(Adds details, CEO comment, background)
By Silvia Aloisi and Stefano Bernabei
MILAN Aug 7 Italy's third biggest bank, Monte dei Paschi di Siena, posted a worse-than-expected loss in the second quarter as charges on souring loans rose, underlining the challenges the bailed-out lender still faces to turn itself around.
The bank, which received 4.1 billion euros ($5.47 billion) in state aid last year, said the net loss in the three months between April and June stood at 178.9 million euros.
That compared with an average forecast for a 57.5 million euros loss in a Reuters poll of eight analysts where the range of estimates went from a loss of 150 million euros to a profit of 15 million euros.
It was the bank's ninth consecutive quarterly loss.
Net impairment losses on loans stood at around 1.2 billion euros in the first half, up 17.4 percent on a year earlier, bucking a declining trend seen by bigger domestic rivals Intesa Sanpaolo and UniCredit.
Loan loss charges rose 53.5 percent quarter on quarter - with the bank saying this was due to the "transition of impaired loans to higher risk positions" and also "revised estimates of losses on certain non-performing loans".

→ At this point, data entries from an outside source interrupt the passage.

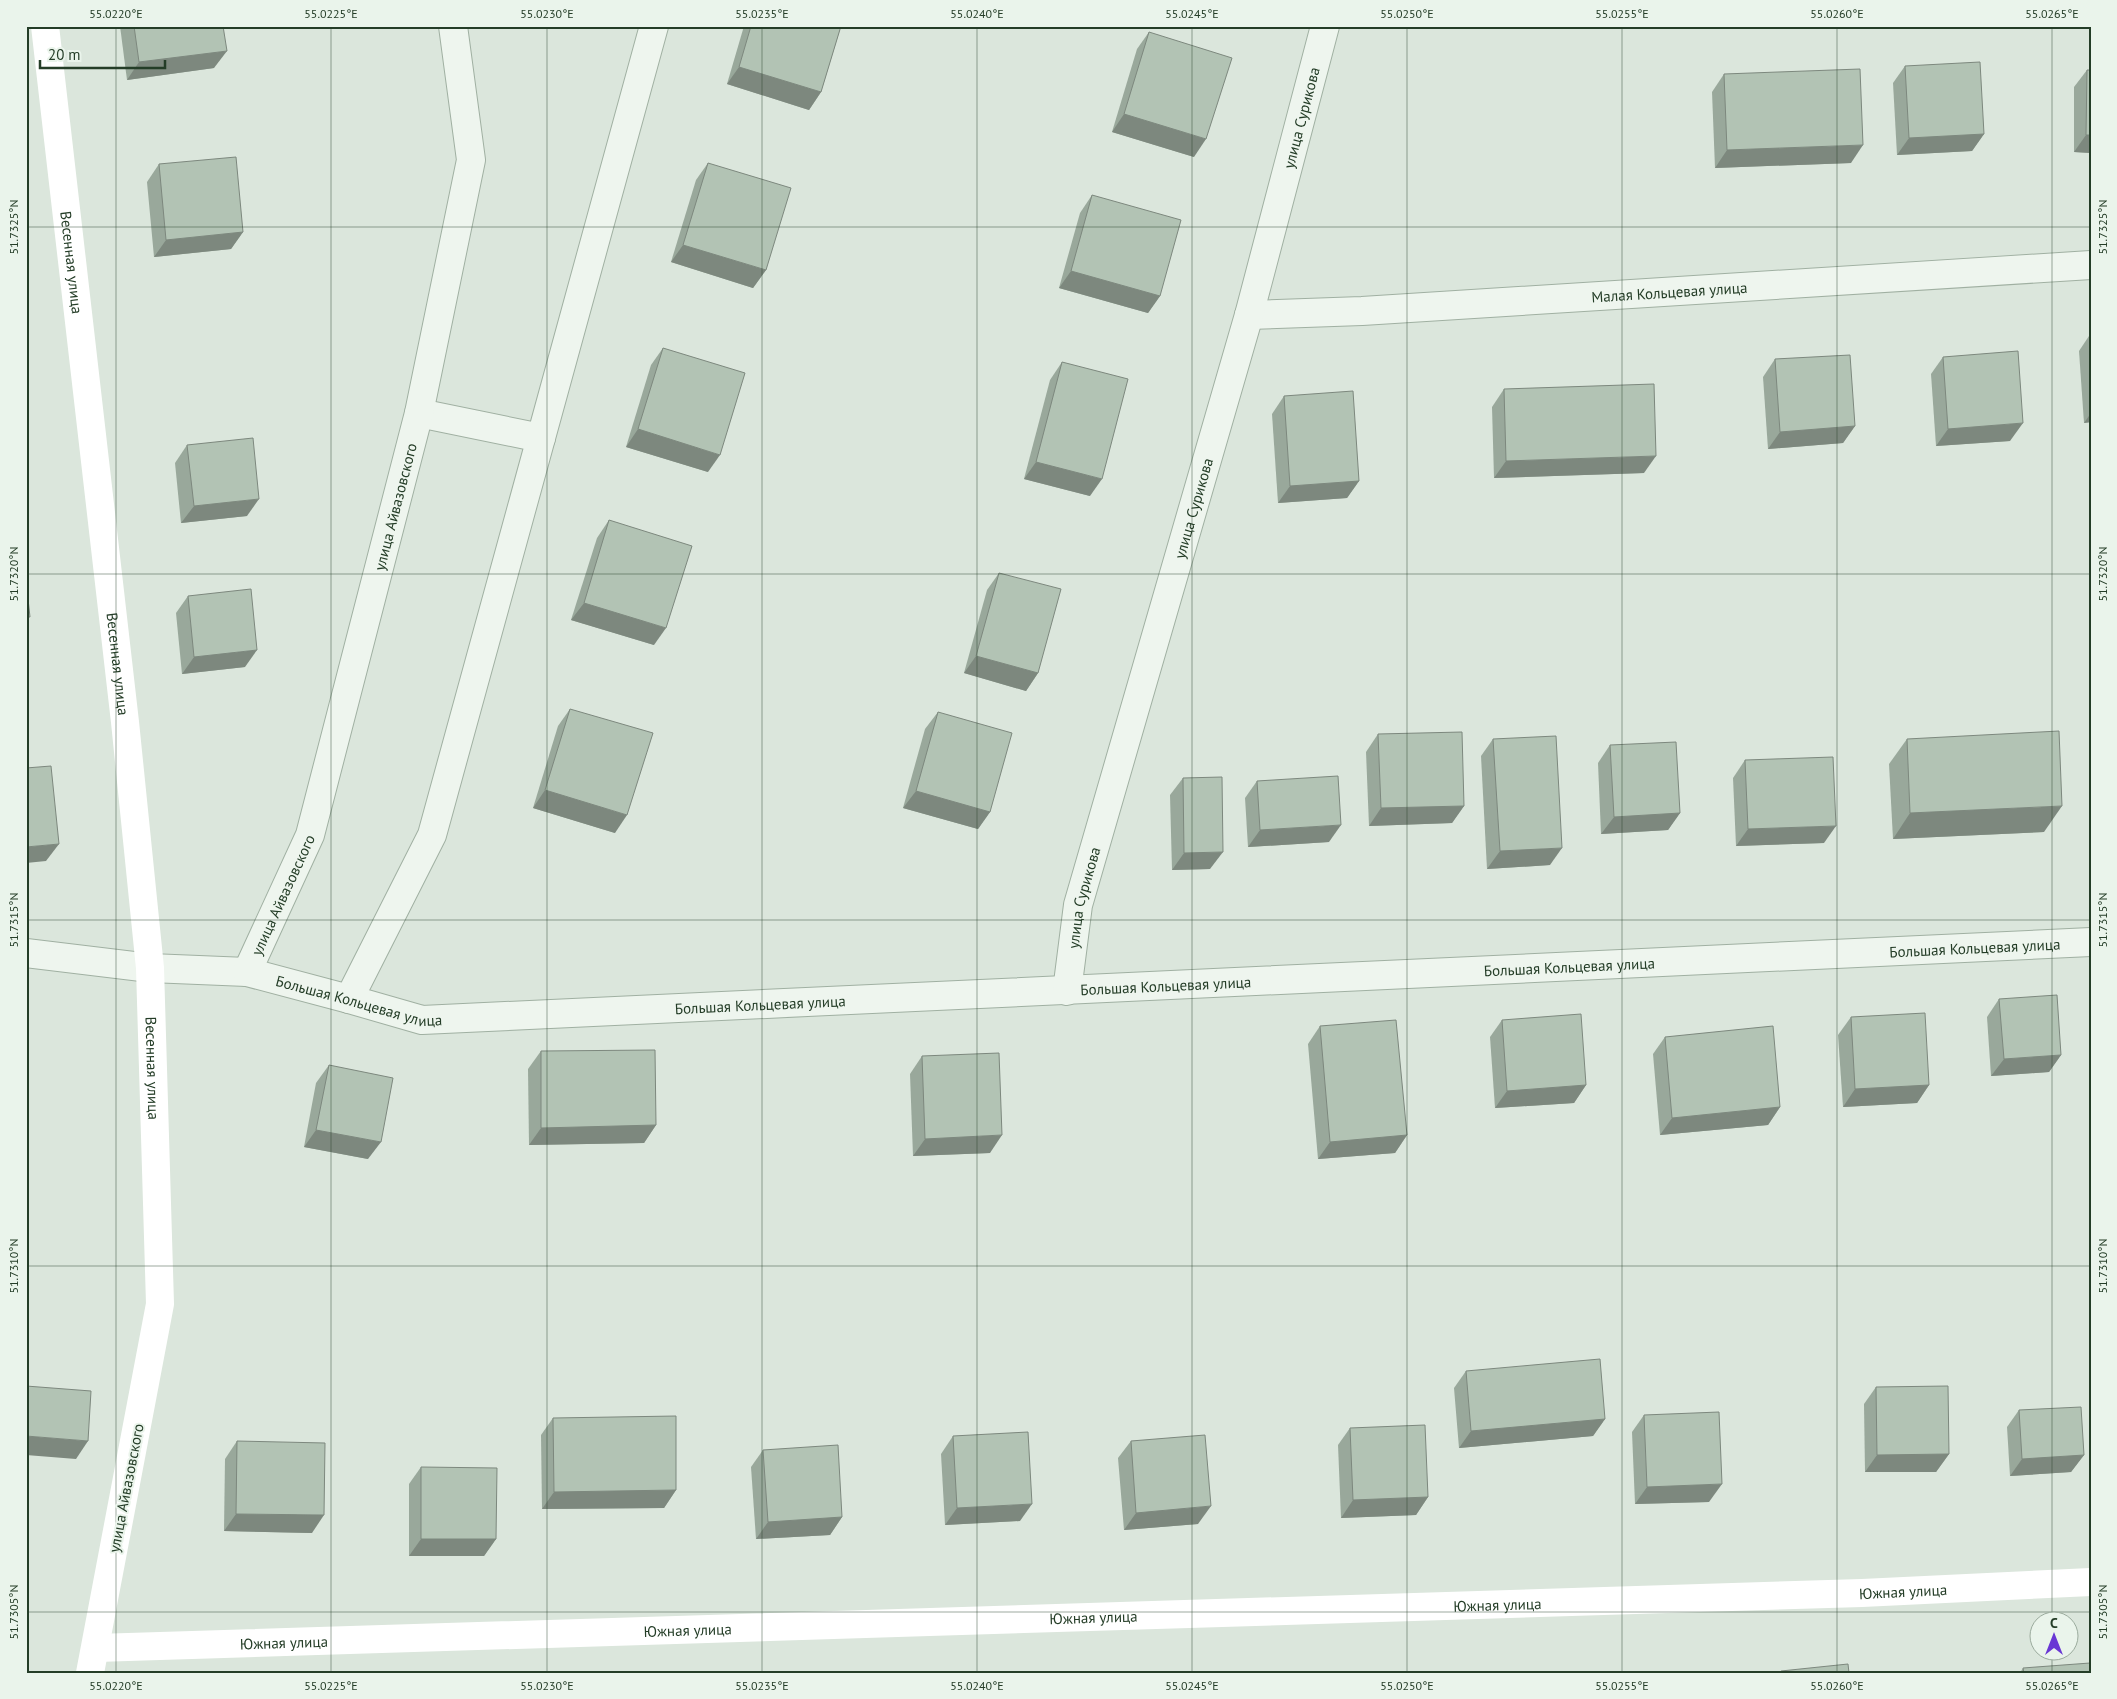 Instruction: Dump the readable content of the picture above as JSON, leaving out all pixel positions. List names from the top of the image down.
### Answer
{
  "streets": {
    "street": [
      "улица Сурикова",
      "Весенная улица",
      "Малая Кольцевая улица",
      "улица Айвазовского",
      "Большая Кольцевая улица",
      "Южная улица"
    ]
  },
  "crossings": [
    ["улица Сурикова", "Малая Кольцевая улица"],
    ["улица Сурикова", "Большая Кольцевая улица"],
    ["Весенная улица", "улица Айвазовского"],
    ["Весенная улица", "Большая Кольцевая улица"],
    ["улица Айвазовского", "Большая Кольцевая улица"],
    ["улица Айвазовского", "Южная улица"]
  ],
  "scale_bar": "20 m",
  "north": "top",
  "coordinates": [
    "55.0220°E",
    "55.0225°E",
    "55.0230°E",
    "55.0235°E",
    "55.0240°E",
    "55.0245°E",
    "55.0250°E",
    "55.0255°E",
    "55.0260°E",
    "55.0265°E",
    "51.7325°N",
    "51.7320°N",
    "51.7315°N",
    "51.7310°N",
    "51.7305°N"
  ]
}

Bad loans are the major problem for Italian banks ahead of a pan-European review of lenders' assets and they are a major troublespot for Monte dei Paschi in particular because it has the highest proportion of soured loans among Italian lenders.
Official figures released on Wednesday showed Italy unexpectedly slid into recession for the third time since 2008 in the second quarter, making it even harder for banks to keep a lid on bad debts.
"The work is very hard due to the macroeconomic scenario," said CEO Fabrizio Viola.
Other Italian lenders that released results on Thursday also struck a cautious tone.
Credito Valtellinese, whose loan loss provisions soared around 70 percent in the first half, said the ongoing weakness of the Italian economy and uncertainties linked to the banking review would weigh on its prospects for the current year.
On a more positive note, Monte dei Paschi said its Common Equity Tier 1, a key measure of financial strength, stood at 12 percent after a recently completed 5 billion euro capital increase - well above an 8 percent requirement set by the European Central Bank (ECB).
The bank paid back 3 billion euros of state aid plus interest after the cash call. On Thursday it said it had reduced its exposure with the ECB to 18 billion euros after reimbursing 10 billion euros of cheap three-year loans it took in 2011 and early 2012. It plans to reimburse another 4 billion euros of those loans by the year-end.
Monte dei Paschi has been selling assets, closing branches and cutting jobs to boost its finances, which were drained by the costly acquisition of smaller rival Antonveneta in 2007, the euro zone's debt crisis and a scandal over loss-making derivatives trades.
Viola, appointed in 2012 to turn the bank around, said costs had fallen by 760 million euros, or 22 percent, since end-2011, putting the bank well ahead of its targets on that front.